Uber is a ride sharing app where a user can request a ride from one location to another and the app will connect the user to the nearest available Uber drivers.
Functional Requirements:-
- Uber app should know about the drivers locations who are logged in at the moment. (P0)
- The app should be able to find nearby available drivers. (P0)
- User should be able to request a ride, after which the nearest drivers should be notified. (P0)
- At the start of the trip, the system should initiate payment flow. (P1)
- The system should be able to estimate the time of arrival (ETA of the driver). (P1)
- Drivers should be able to confirm that they have picked up the rider. (P0)

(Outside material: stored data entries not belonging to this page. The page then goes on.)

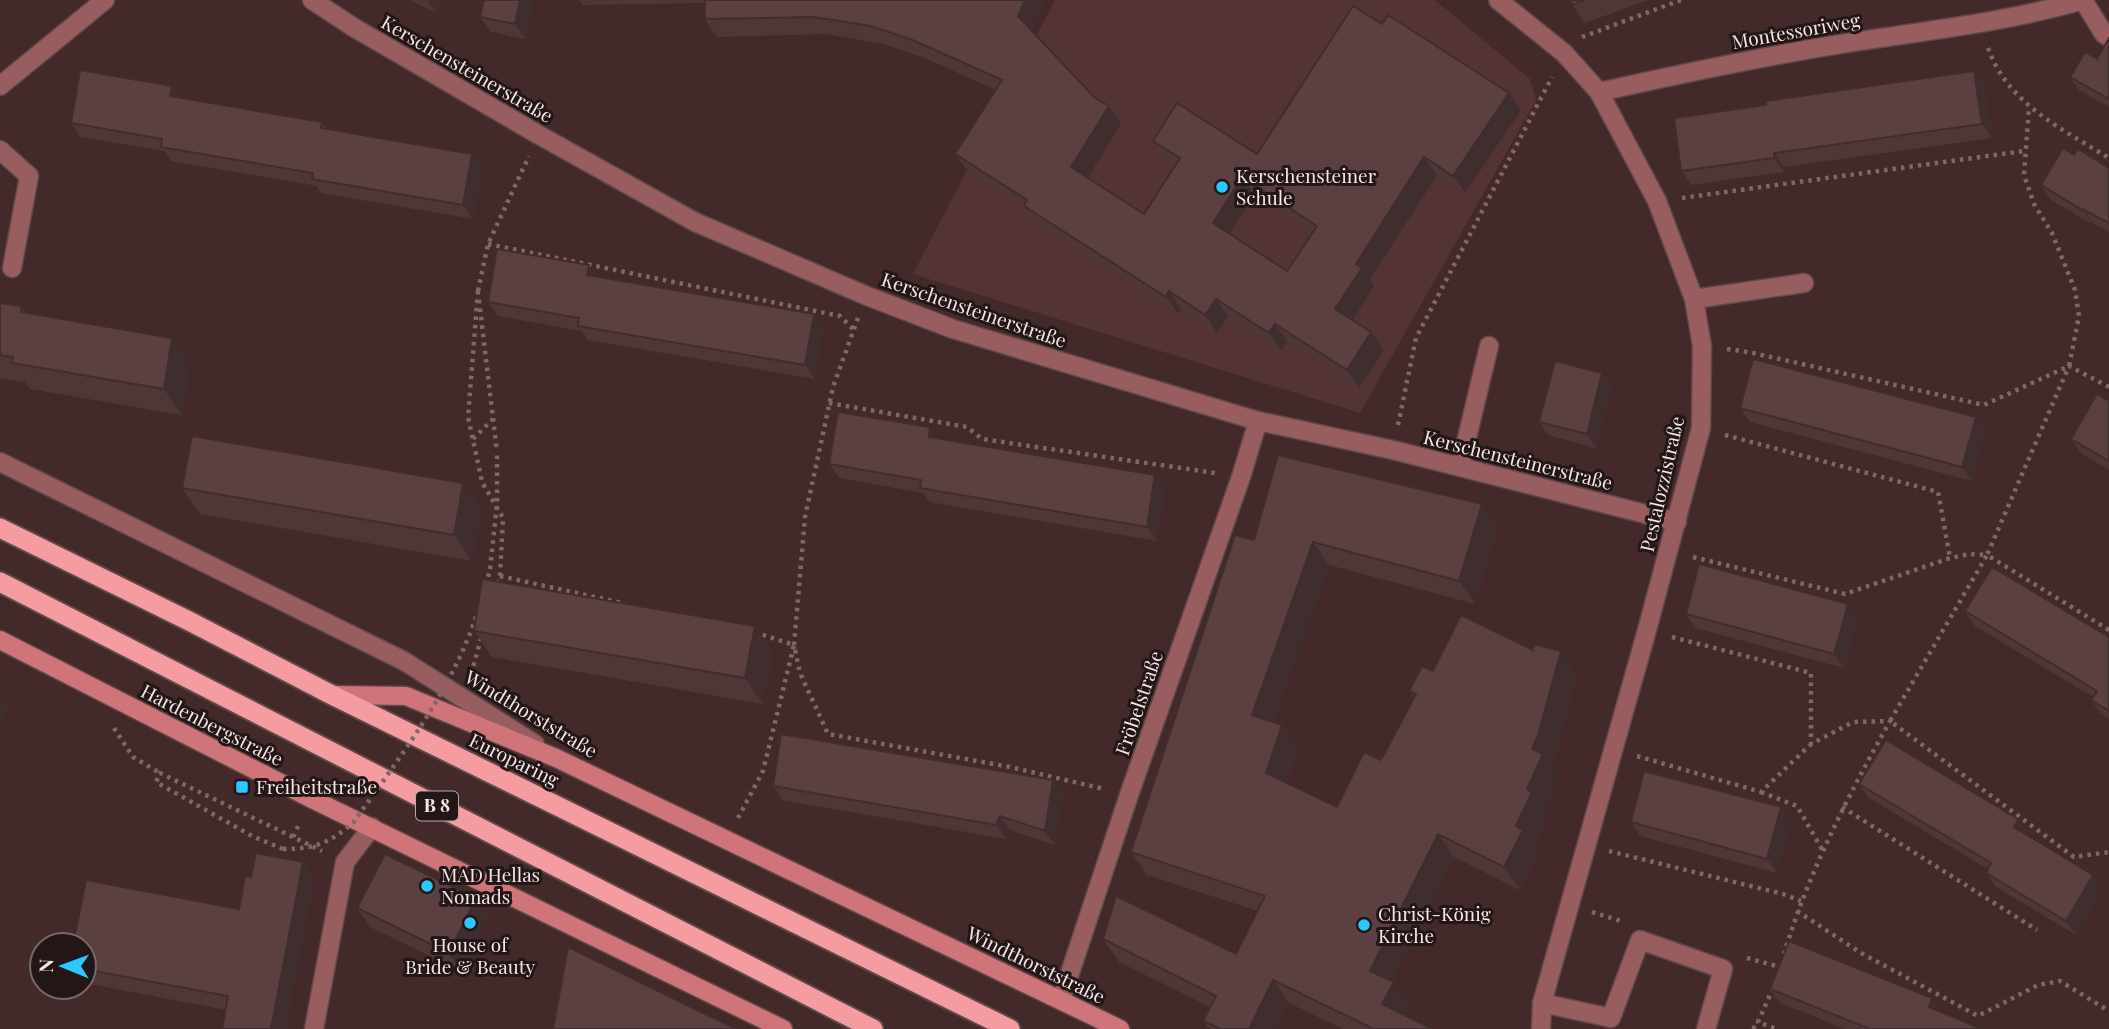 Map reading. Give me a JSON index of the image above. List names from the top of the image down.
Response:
{
  "streets": {
    "highway": ["Europaring", "B 8"],
    "main road": ["Windthorststraße", "Hardenbergstraße"],
    "street": [
      "Montessoriweg",
      "Kerschensteinerstraße",
      "Pestalozzistraße",
      "Fröbelstraße"
    ]
  },
  "crossings": [
    ["Montessoriweg", "Pestalozzistraße"],
    ["Kerschensteinerstraße", "Pestalozzistraße"],
    ["Kerschensteinerstraße", "Fröbelstraße"],
    ["Fröbelstraße", "Windthorststraße"]
  ],
  "places": {
    "other": [
      "Kerschensteiner Schule",
      "MAD Hellas Nomads",
      "House of Bride & Beauty",
      "Christ-König Kirche"
    ],
    "transit": ["Freiheitstraße"]
  },
  "north": "left"
} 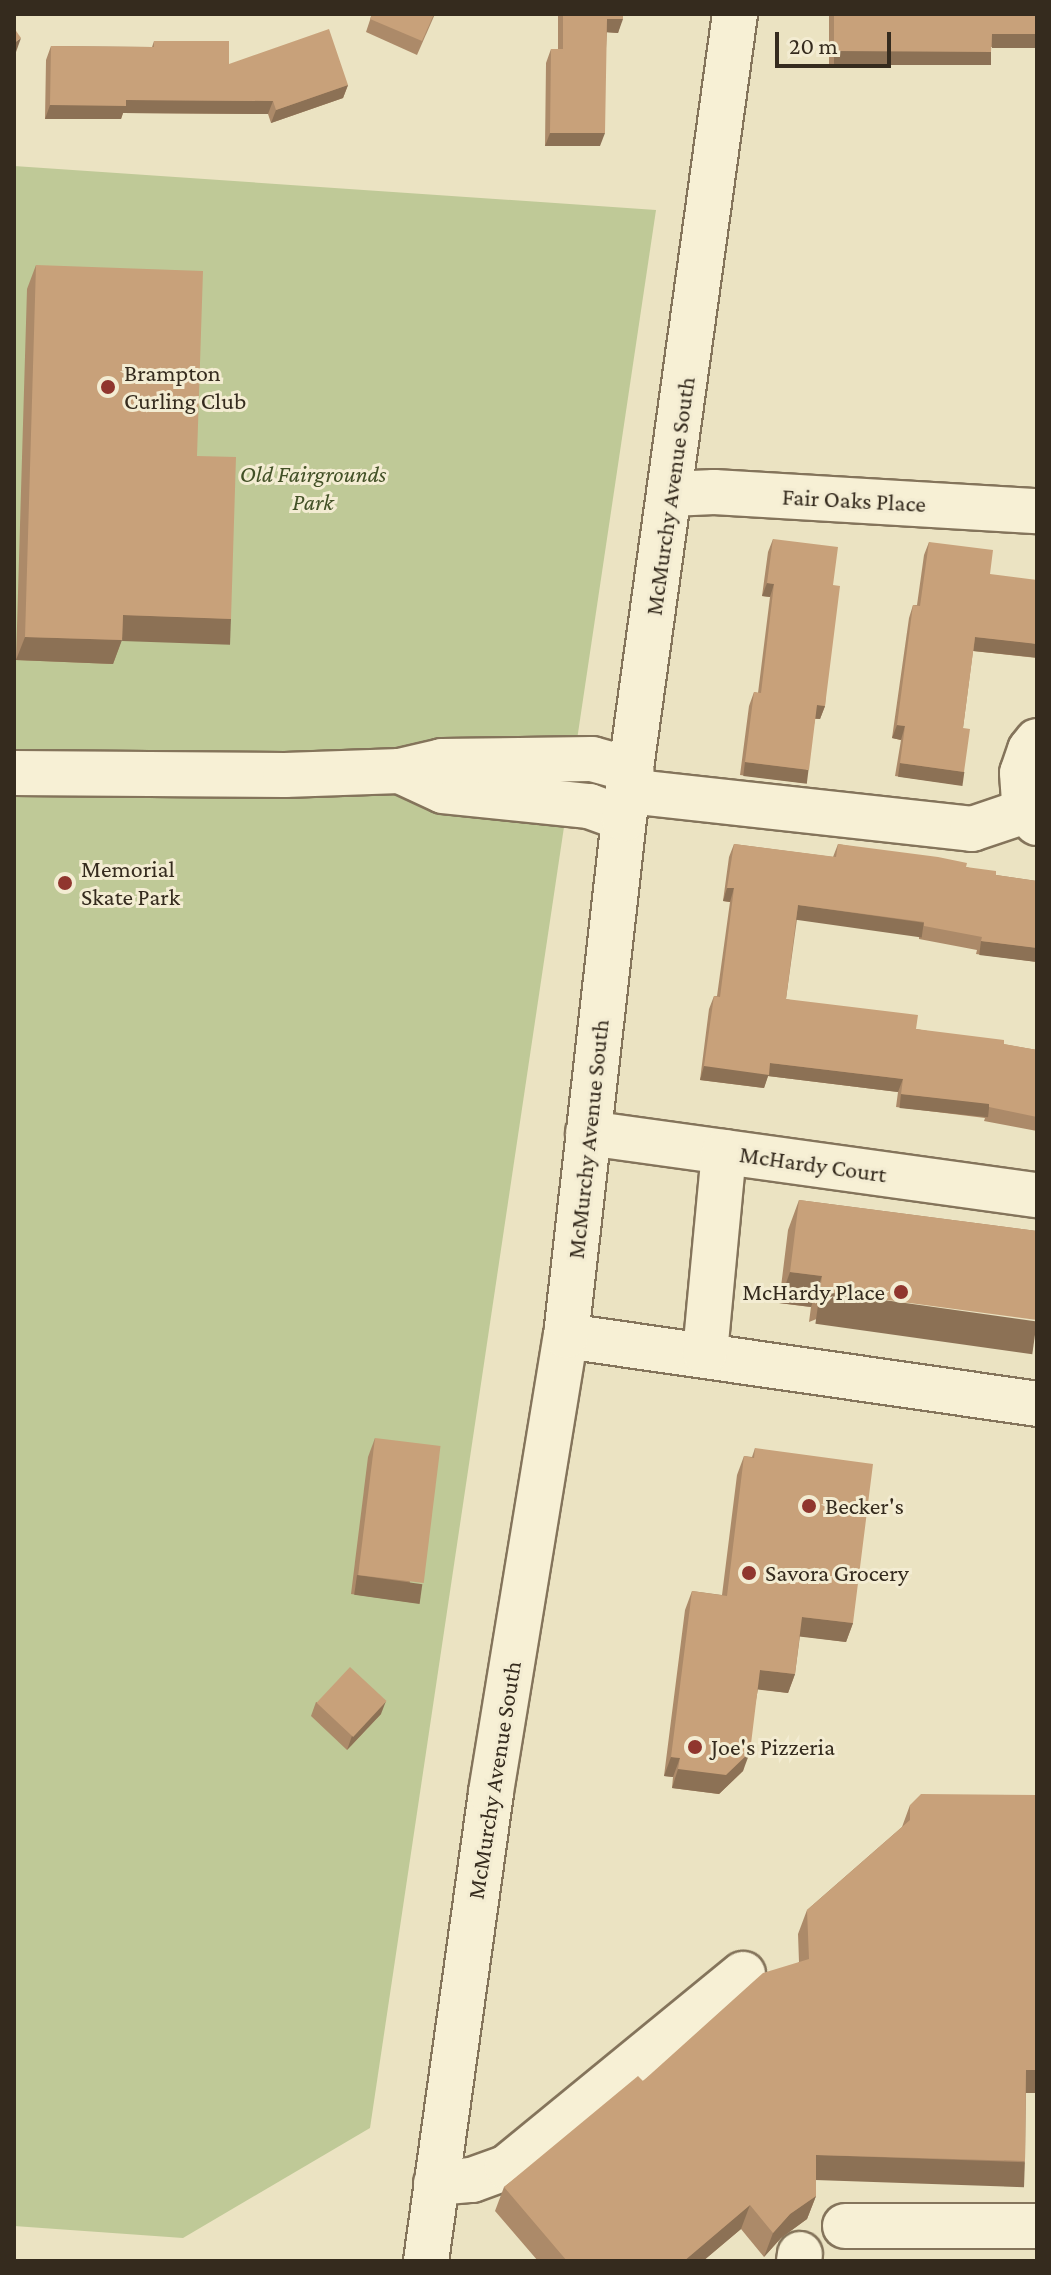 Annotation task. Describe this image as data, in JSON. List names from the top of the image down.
{
  "streets": {
    "street": ["McMurchy Avenue South", "Fair Oaks Place", "McHardy Court"]
  },
  "crossings": [
    ["McMurchy Avenue South", "Fair Oaks Place"],
    ["McMurchy Avenue South", "McHardy Court"]
  ],
  "parks": ["Old Fairgrounds Park"],
  "places": [
    "Brampton Curling Club",
    "Memorial Skate Park",
    "McHardy Place",
    "Becker's",
    "Savora Grocery",
    "Joe's Pizzeria"
  ],
  "scale_bar": "20 m"
}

- After the ride has been accepted, the driver and rider should be able to view trip updates. (P0)
- The driver should be able to mark the ride has been completed and should become available for the next ride. (P0)
Non-functional Requirements:-
- Availability — The system should be highly available
- Scalability — The system should be scalable to handle ever increasing number of drivers and riders.
- Reliability — The system should provide fast and error free services.
- Consistency — The system must be strongly consistent from the drivers and riders perspective.
- Fraud Detection — The system should have ability to detect any fraudulent activity related to payments.
App Usage Estimation
Let’s assume that we have around 500 million riders and about 5 million drivers.
- We have 20 million daily active users.
- We have 2 million daily active drivers.
- We have 20 million daily trips.
- All active drivers send a notification about their current location every 4 seconds.
Storage Estimation
Rider’s Metadata
- UserId
- User name
- User email
- User address
In total one user’s data we can approximate at 1000 bytes.
With 500 million total users, data will be around = 500 * 10⁶ * 1000 bytes = 500GB.
For the newly registered users, let’s go ahead with a high number as 500K, which will require 500MB of additional data.
Driver’s Metadata
- Driver Id
- Driver name
- Driver email
- Driver Vehicle Type
- Driver License number
In total let’s approximate 1 driver’s metadata to be around 1000 bytes.
With 5 million drivers, we would need 5GB of total storage. Additionaly, if we have 100K new drivers registering daily, we would need 100MB of additional data to store them.
Driver’s Location Metadata
We will need to store latitude and longitude for each driver and few other data points, let’s assume the data size to be around 36 bytes, which would be 5 * 10⁶ * 36 = 180 MB of data.
Trip Metadata
We can assume 100 bytes of data will be required for each trip.
- Uder Id
- Driver Id
- trip Id
So, if we have 20 million active users, then total data per day will = 2GB.
Total data in a year = 2 * 365, which is around 1 TB.
Bandwidth Estimation
Major bandwidth is required by location updates and trip data, so we will not consider all other factors for our bandwidth calculation.
We have 20 million rides in a day.
Total rides in a second = 20 * 10⁶ / 24*3600 = 240 trips in a second.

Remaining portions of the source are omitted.